■ **What needs to be done**
Please transcribe all of the entries exactly, leaving out any images.
········
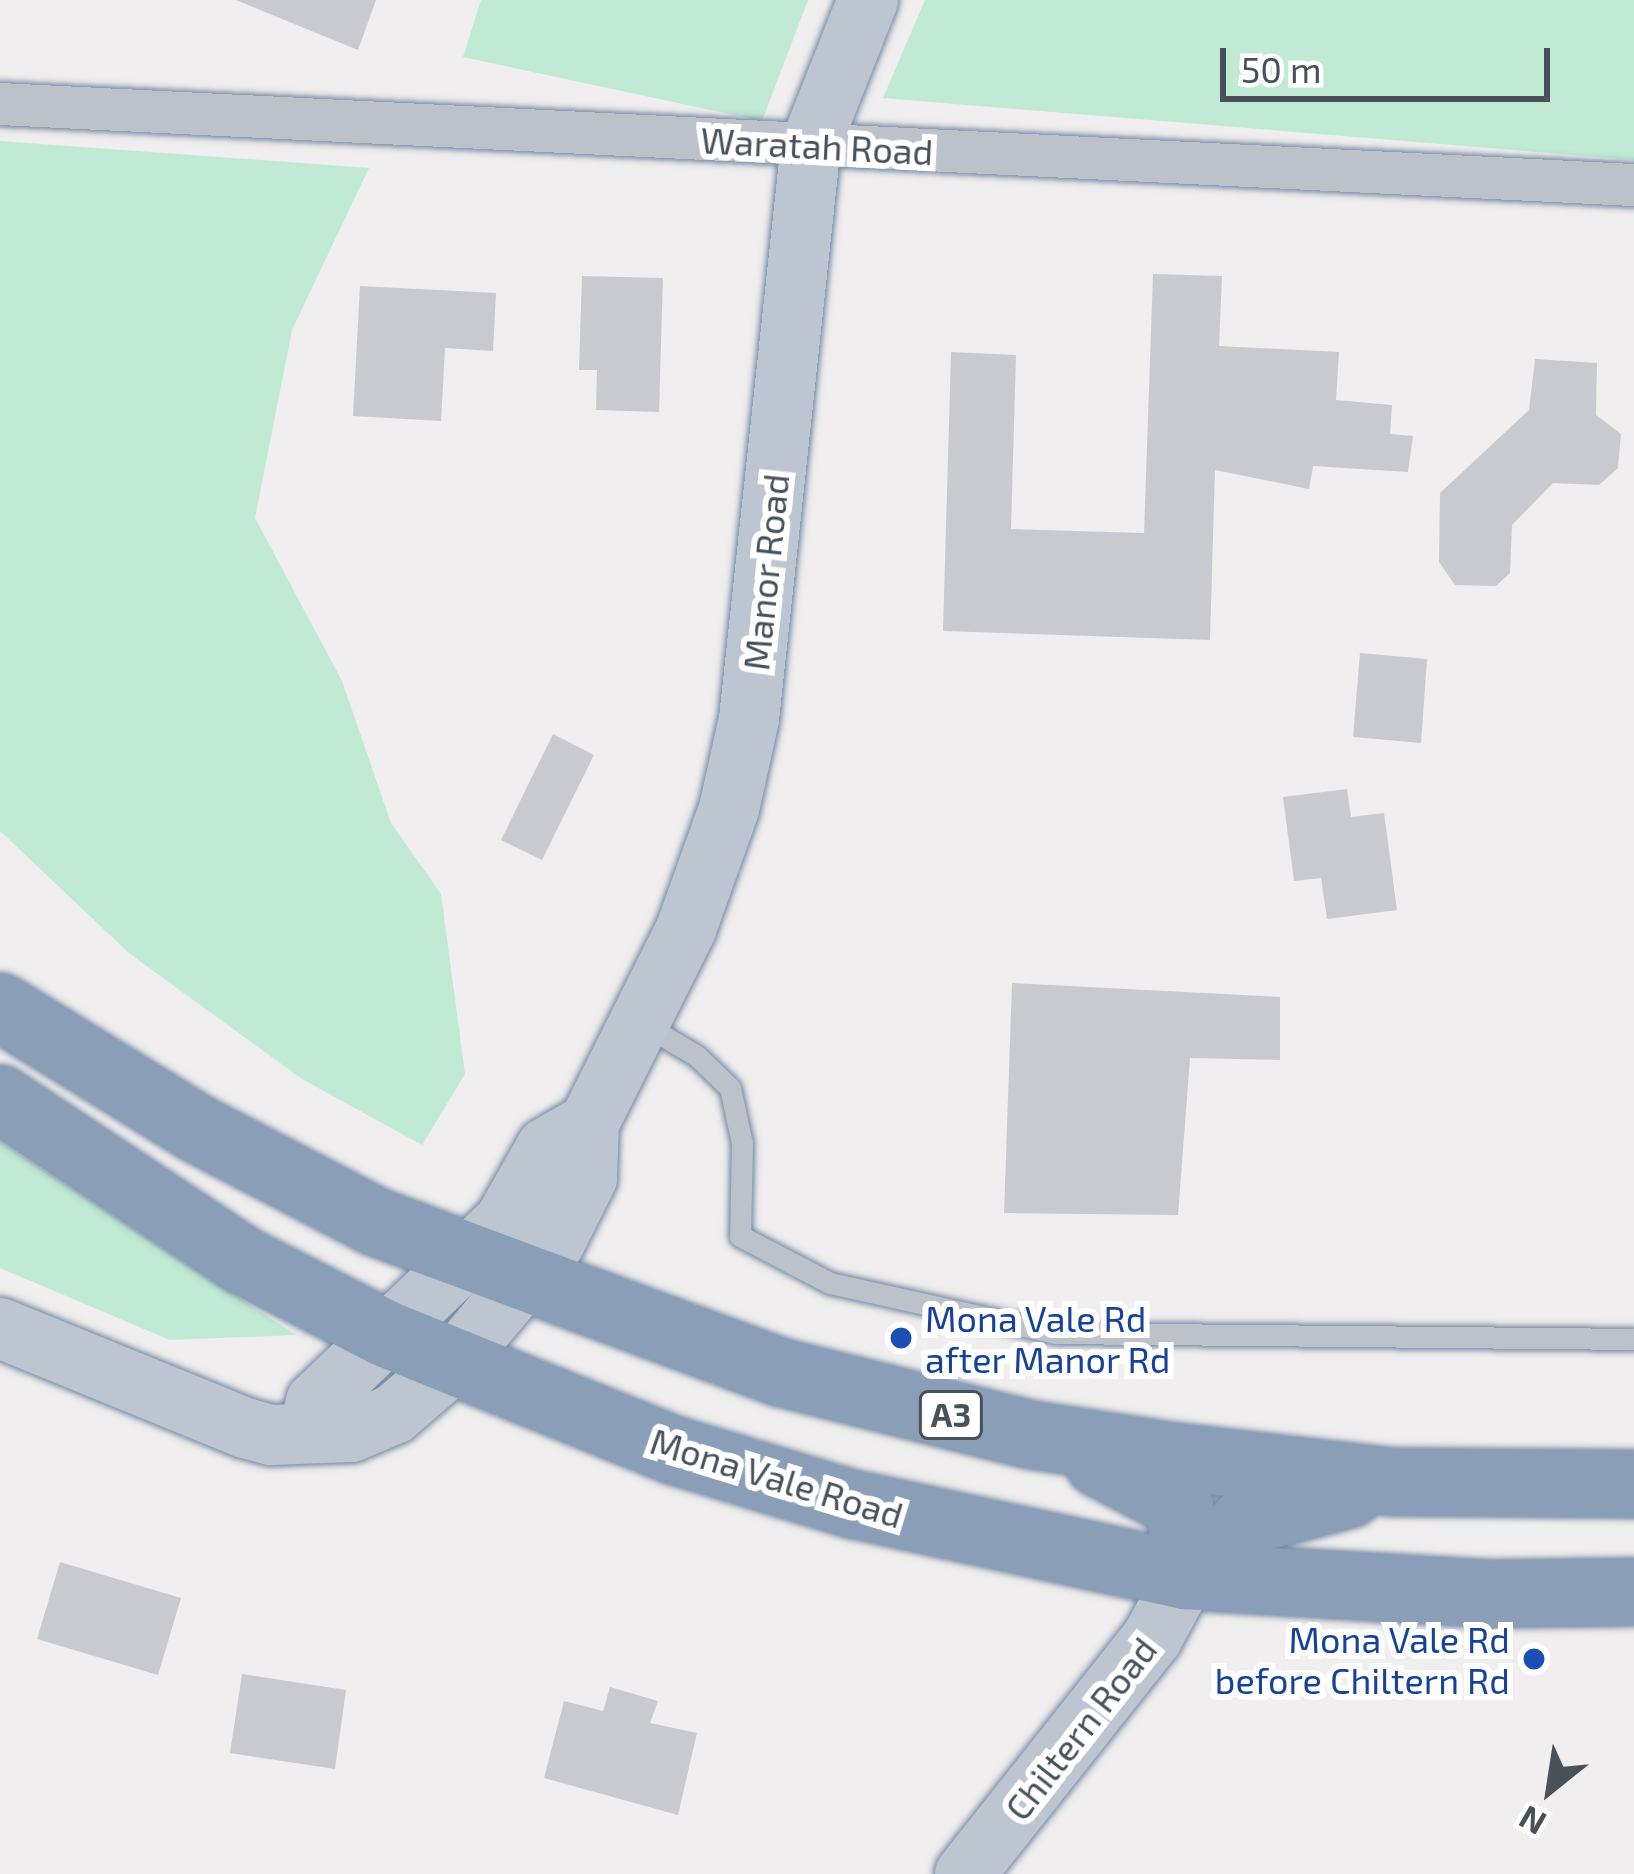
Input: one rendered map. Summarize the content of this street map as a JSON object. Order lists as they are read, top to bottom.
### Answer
{
  "streets": {
    "highway": ["A3", "Mona Vale Road"],
    "street": ["Waratah Road", "Manor Road", "Chiltern Road"]
  },
  "crossings": [
    ["Waratah Road", "Manor Road"],
    ["Manor Road", "A3"],
    ["Mona Vale Road", "Chiltern Road"]
  ],
  "places": ["Mona Vale Rd after Manor Rd", "Mona Vale Rd before Chiltern Rd"],
  "scale_bar": "50 m",
  "north": "bottom left"
}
········
■ **Task answer**
Input: one rendered map. Summarize the content of this street map as a JSON object. Order lists as they are read, top to bottom.
### Answer
{
  "streets": {
    "highway": ["A3", "Mona Vale Road"],
    "street": ["Waratah Road", "Manor Road", "Chiltern Road"]
  },
  "crossings": [
    ["Waratah Road", "Manor Road"],
    ["Manor Road", "A3"],
    ["Mona Vale Road", "Chiltern Road"]
  ],
  "places": ["Mona Vale Rd after Manor Rd", "Mona Vale Rd before Chiltern Rd"],
  "scale_bar": "50 m",
  "north": "bottom left"
}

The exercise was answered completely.